🤖 AI Summary
This work addresses the challenge of node-level out-of-distribution (OOD) detection in textual attributed graphs by proposing a novel approach that integrates large language models (LLMs) with energy-based contrastive learning. The method leverages LLMs to generate high-quality pseudo-OOD samples that capture both semantic and structural characteristics, and employs an energy-based contrastive learning framework to effectively model the decision boundary between in-distribution and out-of-distribution nodes. To the best of our knowledge, this is the first study to incorporate LLMs into graph-based OOD detection, substantially enhancing model robustness against distributional shifts.

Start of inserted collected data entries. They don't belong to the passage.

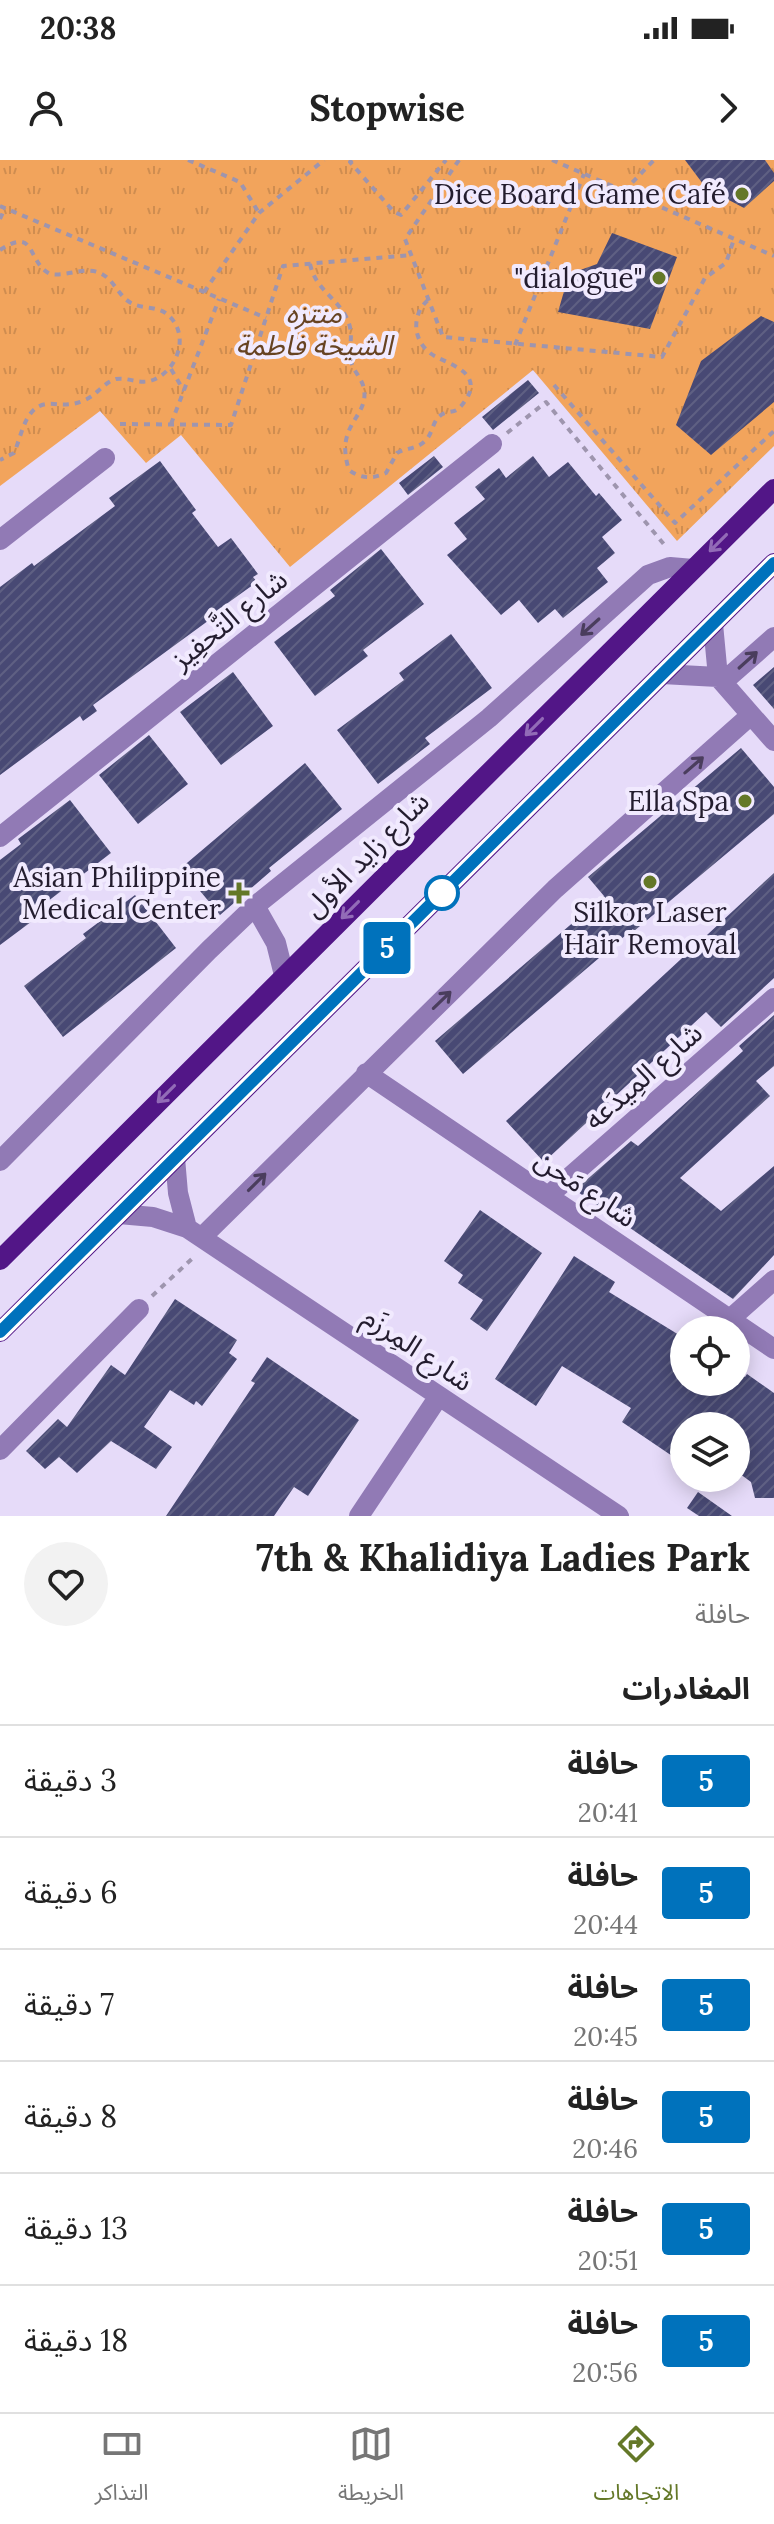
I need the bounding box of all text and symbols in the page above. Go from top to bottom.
text: 20:38 [40,9,117,47]
text: Stopwise [309,85,465,131]
icon: person [24,86,68,130]
icon: forward [706,86,750,130]
place label: Dice Board Game Café [434,176,726,212]
marker: Dice Board Game Café [733,185,751,203]
place label: "dialogue" [514,260,643,296]
marker: "dialogue" [650,269,668,287]
park label: منتزه الشيخة فاطمة [236,295,396,363]
one-way arrow [709,533,728,553]
street label: شارع التَّحفِيز [163,561,296,680]
one-way arrow [580,618,600,637]
one-way arrow [738,651,758,669]
one-way arrow [524,717,544,736]
one-way arrow [683,756,703,774]
street label: شارع زايد الأول [295,783,439,927]
place label: Ella Spa [628,783,729,819]
marker: Ella Spa [736,792,754,810]
place label: Asian Philippine Medical Center [12,859,221,927]
marker: Silkor Laser Hair Removal [641,873,659,891]
unlabelled marker [425,876,459,910]
marker: Asian Philippine Medical Center [228,882,250,904]
place label: Silkor Laser Hair Removal [563,894,737,962]
one-way arrow [341,900,360,919]
line badge: 5 [361,922,413,974]
text: 5 [379,930,395,966]
one-way arrow [432,990,452,1009]
street label: شارع المِيدَعه [576,1015,712,1139]
one-way arrow [157,1084,176,1103]
street label: شارع مَحن [527,1141,644,1238]
one-way arrow [247,1173,266,1192]
street label: شارع المِرزَم [354,1299,480,1402]
map controls [670,1316,750,1492]
button: locate [670,1316,750,1396]
button: layers [670,1412,750,1492]
text: 7th & Khalidiya Ladies Park [256,1533,750,1581]
button: heart [24,1542,108,1626]
text: حافلة [695,1597,750,1630]
text: المغادرات [622,1669,750,1707]
text: حافلة [567,1744,638,1782]
text: 3 دقيقة [24,1761,117,1799]
text: 5 [698,1763,714,1799]
text: 20:41 [578,1796,638,1829]
text: حافلة [567,1856,638,1894]
text: 6 دقيقة [24,1873,118,1911]
text: 5 [698,1875,714,1911]
text: 20:44 [573,1908,638,1941]
text: حافلة [567,1968,638,2006]
text: 7 دقيقة [24,1985,114,2023]
text: 5 [698,1987,714,2023]
text: 20:45 [573,2020,638,2053]
text: حافلة [567,2080,638,2118]
text: 8 دقيقة [24,2097,117,2135]
text: 5 [698,2099,714,2135]
text: 20:46 [572,2132,638,2165]
text: حافلة [567,2192,638,2230]
text: 13 دقيقة [24,2209,128,2247]
text: 5 [698,2211,714,2247]
text: 20:51 [578,2244,638,2277]
text: حافلة [567,2304,638,2342]
text: 18 دقيقة [24,2321,128,2359]
text: 5 [698,2323,714,2359]
text: 20:56 [572,2356,638,2389]
tab: التذاكر [95,2422,149,2516]
tab: الخريطة [338,2422,404,2516]
tab: الاتجاهات [593,2422,679,2516]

Extensive experiments on six benchmark datasets demonstrate that the proposed method achieves superior OOD detection performance while maintaining high accuracy in node classification compared to existing approaches.
📝 Abstract
Text-attributed graphs, where nodes are enriched with textual attributes, have become a powerful tool for modeling real-world networks such as citation, social, and transaction networks. However, existing methods for learning from these graphs often assume that the distributions of training and testing data are consistent. This assumption leads to significant performance degradation when faced with out-of-distribution (OOD) data. In this paper, we address the challenge of node-level OOD detection in text-attributed graphs, with the goal of maintaining accurate node classification while simultaneously identifying OOD nodes. We propose a novel approach, LLM-Enhanced Energy Contrastive Learning for Out-of-Distribution Detection in Text-Attributed Graphs (LECT), which integrates large language models (LLMs) and energy-based contrastive learning. The proposed method involves generating high-quality OOD samples by leveraging the semantic understanding and contextual knowledge of LLMs to create dependency-aware pseudo-OOD nodes, and applying contrastive learning based on energy functions to distinguish between in-distribution (IND) and OOD nodes. The effectiveness of our method is demonstrated through extensive experiments on six benchmark datasets, where our method consistently outperforms state-of-the-art baselines, achieving both high classification accuracy and robust OOD detection capabilities.